• _YOUR GOAL_: Scan the entries for "JSON". Every line that holds it is to be copied.

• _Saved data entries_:

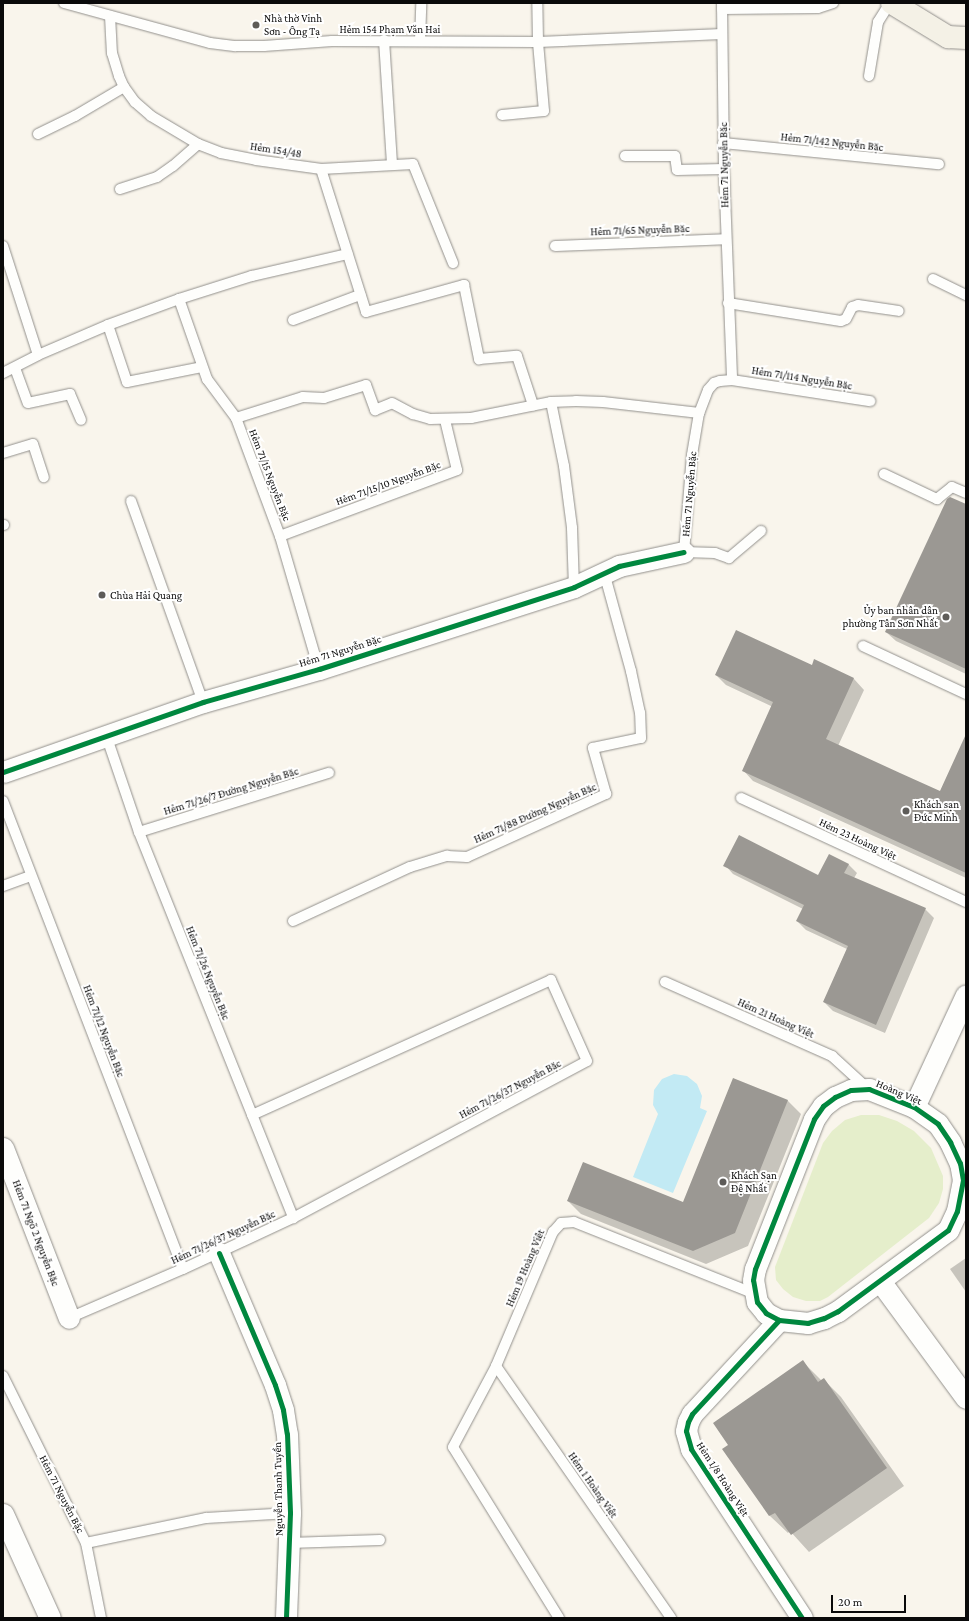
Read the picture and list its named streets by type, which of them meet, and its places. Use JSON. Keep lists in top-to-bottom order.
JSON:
{
  "streets": {
    "street": [
      "Hẻm 71 Nguyễn Bặc",
      "Hoàng Việt",
      "Hẻm 71 Ngõ 2 Nguyễn Bặc",
      "Hẻm 1/8 Hoàng Việt",
      "Nguyễn Thanh Tuyền"
    ],
    "lane": [
      "Hẻm 154 Phạm Văn Hai",
      "Hẻm 71/142 Nguyễn Bặc",
      "Hẻm 154/48",
      "Hẻm 71/65 Nguyễn Bặc",
      "Hẻm 71/114 Nguyễn Bặc",
      "Hẻm 71/15 Nguyễn Bặc",
      "Hẻm 71/15/10 Nguyễn Bặc",
      "Hẻm 71/26/7 Đường Nguyễn Bặc",
      "Hẻm 71/88 Đường Nguyễn Bặc",
      "Hẻm 23 Hoàng Việt",
      "Hẻm 71/26 Nguyễn Bặc",
      "Hẻm 21 Hoàng Việt",
      "Hẻm 71/12 Nguyễn Bặc",
      "Hẻm 71/26/37 Nguyễn Bặc",
      "Hẻm 19 Hoàng Việt",
      "Hẻm 1 Hoàng Việt"
    ]
  },
  "crossings": [
    ["Hẻm 154 Phạm Văn Hai", "Hẻm 154/48"],
    ["Hẻm 154 Phạm Văn Hai", "Hẻm 71 Nguyễn Bặc"],
    ["Hẻm 71/142 Nguyễn Bặc", "Hẻm 71 Nguyễn Bặc"],
    ["Hẻm 71 Nguyễn Bặc", "Hẻm 71/65 Nguyễn Bặc"],
    ["Hẻm 71 Nguyễn Bặc", "Hẻm 71/114 Nguyễn Bặc"],
    ["Hẻm 71 Nguyễn Bặc", "Hẻm 71/15 Nguyễn Bặc"],
    ["Hẻm 71 Nguyễn Bặc", "Hẻm 71/88 Đường Nguyễn Bặc"],
    ["Hẻm 71 Nguyễn Bặc", "Hẻm 71/26 Nguyễn Bặc"],
    ["Hẻm 71/15 Nguyễn Bặc", "Hẻm 71/15/10 Nguyễn Bặc"],
    ["Hẻm 71/26/7 Đường Nguyễn Bặc", "Hẻm 71/26 Nguyễn Bặc"],
    ["Hẻm 71/26 Nguyễn Bặc", "Hẻm 71/26/37 Nguyễn Bặc"],
    ["Hẻm 21 Hoàng Việt", "Hoàng Việt"],
    ["Hẻm 71/12 Nguyễn Bặc", "Hẻm 71/26/37 Nguyễn Bặc"],
    ["Hẻm 71/26/37 Nguyễn Bặc", "Hẻm 71 Ngõ 2 Nguyễn Bặc"],
    ["Hẻm 71/26/37 Nguyễn Bặc", "Nguyễn Thanh Tuyền"],
    ["Hoàng Việt", "Hẻm 19 Hoàng Việt"],
    ["Hoàng Việt", "Hẻm 1/8 Hoàng Việt"],
    ["Hẻm 19 Hoàng Việt", "Hẻm 1 Hoàng Việt"]
  ],
  "places": [
    "Nhà thờ Vinh Sơn - Ông Tạ",
    "Chùa Hải Quang",
    "Ủy ban nhân dân phường Tân Sơn Nhất",
    "Khách sạn Đức Minh",
    "Khách Sạn Đệ Nhất"
  ],
  "scale_bar": "20 m"
}
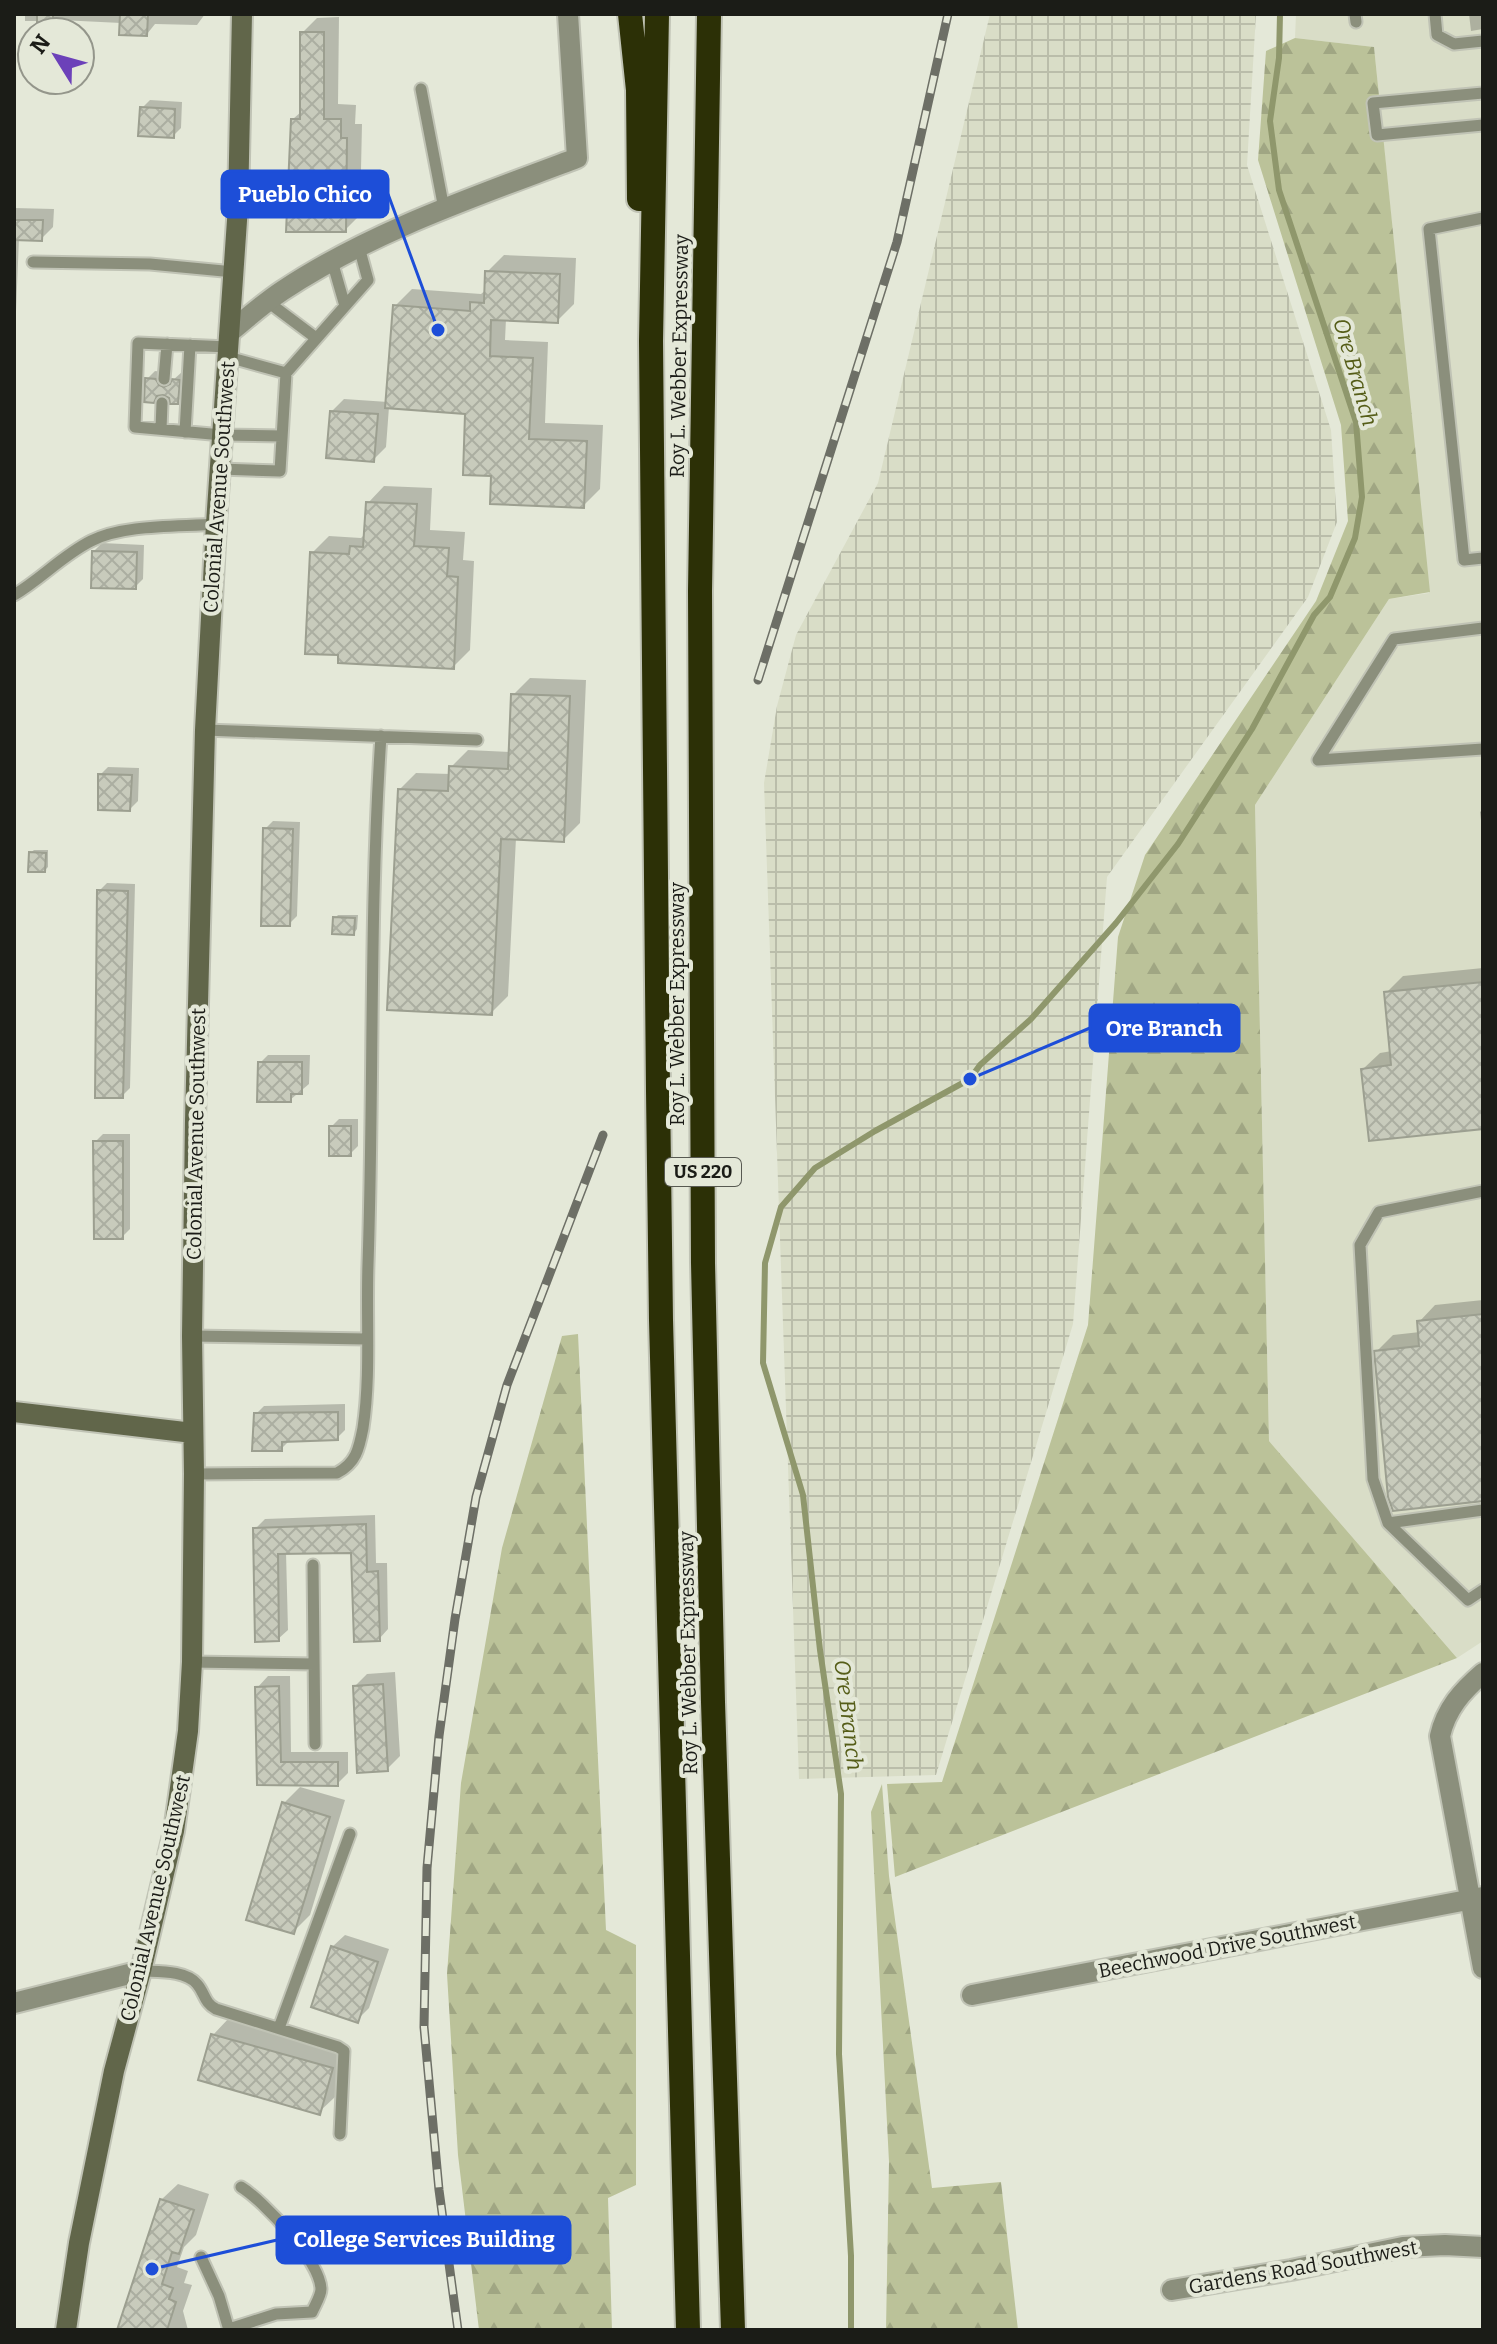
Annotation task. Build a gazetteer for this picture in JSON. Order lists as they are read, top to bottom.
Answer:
{
  "streets": {
    "highway": ["Roy L. Webber Expressway", "US 220"],
    "main road": ["Colonial Avenue Southwest"],
    "street": ["Beechwood Drive Southwest", "Gardens Road Southwest"]
  },
  "water": ["Ore Branch"],
  "places": ["Pueblo Chico", "Ore Branch", "College Services Building"],
  "north": "top left"
}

• _EXERCISE SOLUTION_:
Read the picture and list its named streets by type, which of them meet, and its places. Use JSON. Keep lists in top-to-bottom order.
JSON:
Annotation task. Build a gazetteer for this picture in JSON. Order lists as they are read, top to bottom.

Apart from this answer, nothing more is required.